A force de tourner en rond en ressassant ces lugubres pensées, je finis par sentir une impérieuse nécessité de sortir de cette cabine et de marcher un peu. Comme je ne tenais pas non plus à tomber sur l'un de mes équipiers et à affronter les regards des autres, j'évitai soigneusement de me rendre sur le pont et décidai de me rendre en salle de soins, où se trouvait Drizzt, sans doute en train d'examiner Jilal et de faire son possible pour le sortir de ce mauvais pas. Drizzt. On pouvait en dire ce qu'on voulait (il était vrai qu'il était d'une neutralité déconcertante à tout point de vue), notre second était certainement le seul à bord à ne jamais porter de jugement sur quoi que ce soit et à ne jamais s'impliquer, que ce fût dans une querelle ou dans un débat passionné.

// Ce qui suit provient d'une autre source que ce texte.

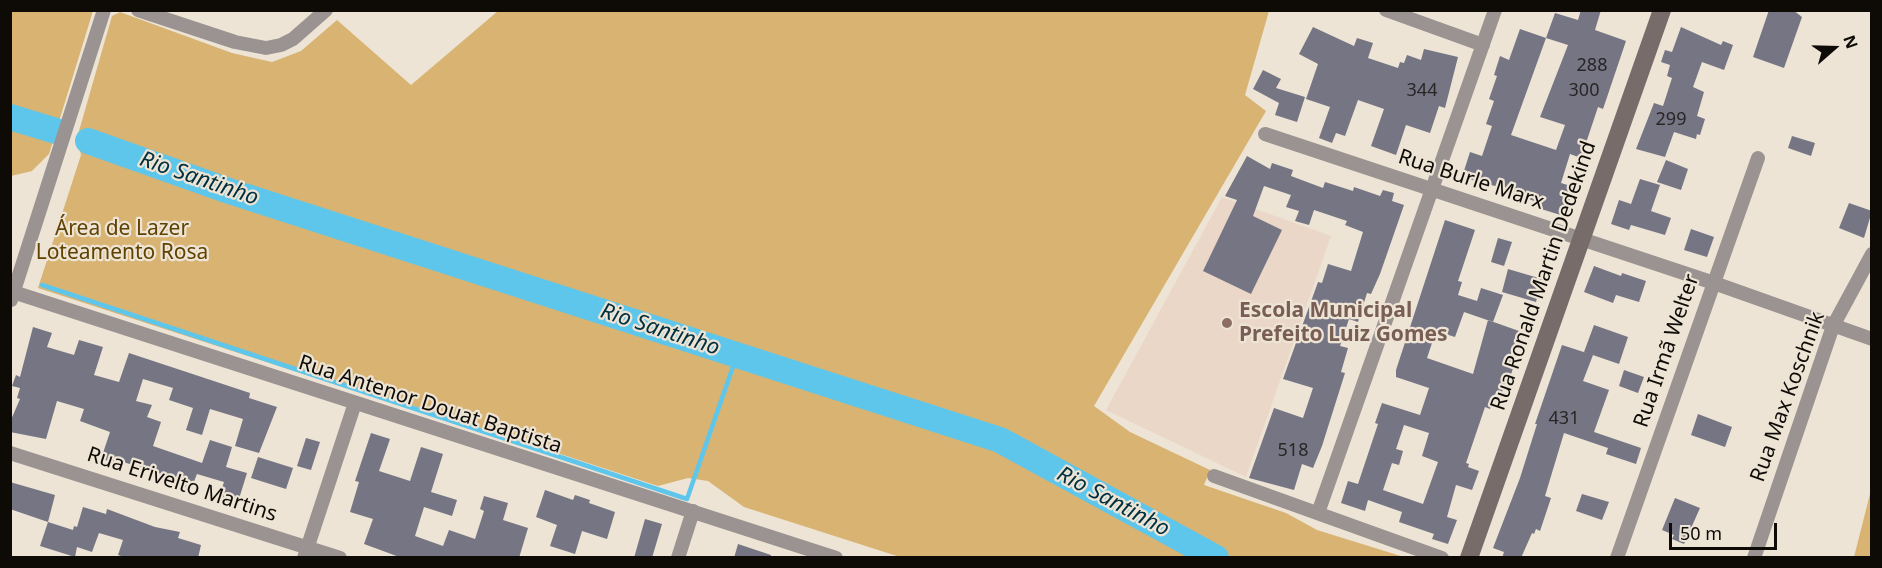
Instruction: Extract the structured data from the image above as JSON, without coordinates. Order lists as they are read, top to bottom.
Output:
{
  "streets": {
    "street": [
      "Rua Burle Marx",
      "Rua Ronald Martin Dedekind",
      "Rua Irmã Welter",
      "Rua Max Koschnik",
      "Rua Antenor Douat Baptista",
      "Rua Erivelto Martins"
    ]
  },
  "crossings": [
    ["Rua Burle Marx", "Rua Ronald Martin Dedekind"],
    ["Rua Burle Marx", "Rua Irmã Welter"],
    ["Rua Burle Marx", "Rua Max Koschnik"]
  ],
  "water": ["Rio Santinho"],
  "parks": ["Área de Lazer Loteamento Rosa"],
  "places": ["Escola Municipal Prefeito Luiz Gomes"],
  "house_numbers": [
    "288",
    "344",
    "300",
    "299",
    "431",
    "518"
  ],
  "scale_bar": "50 m",
  "north": "right"
}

Il était plus objectif et plus rationnel que quiconque, et c'était en cet instant ce dont j'avais le plus grand besoin.
Lorsque j'entrai dans la salle, il me salua d'un bref hochement de tête.
Jilal était là, perdu au milieu de ses draps. Les yeux clos, sa respiration était si faible qu'elle en était presque imperceptible. Je m'avançai doucement.
- Comment va-t-il ? m'enquéris-je.
Drizzt marqua quelques instants de silence avant de me répondre.
- Il est faible. Le poison paralyse son corps, on pourrait lui trancher un bras qu'il ne réagirait même pas. Il doit être en train de faire des rêves délirants, comme les fiévreux.
Je me mordis la lèvre inférieure. Jamais Jilal n'avait semblé plus vulnérable qu'à présent.
- C'est pas évident pour le nourrir, reprit Drizzt. Beo me donne chaque jour plusieurs sachets d'aliments réduits en poudre, que je dois ensuite diluer dans de l'eau et lui faire avaler doucement pour qu'il ne s'étouffe pas. Un vrai chérubin. Inutile que je te donne les détails quant à l'évacuation de l'eau et des aliments qu'il ingère. Il est très mal en point, mais pour l'instant, il tient le coup, on dirait.
Il était difficile de croire Drizzt sur parole. Jilal avait revêtu une pâleur effrayante et rien ne semblait attester que la vie habitait encore ce corps. On aurait dit un mort. Un putain de macchabée qui faisait mine de respirer.
Je tentai de maîtriser les émotions contradictoires qui m'envahissaient à la vue du corps du mousse. C'était si déstabilisant de le voir là, comme ça, lui qui avait toujours crié haut et fort que même la pire des tempêtes ne le ferait pas flancher.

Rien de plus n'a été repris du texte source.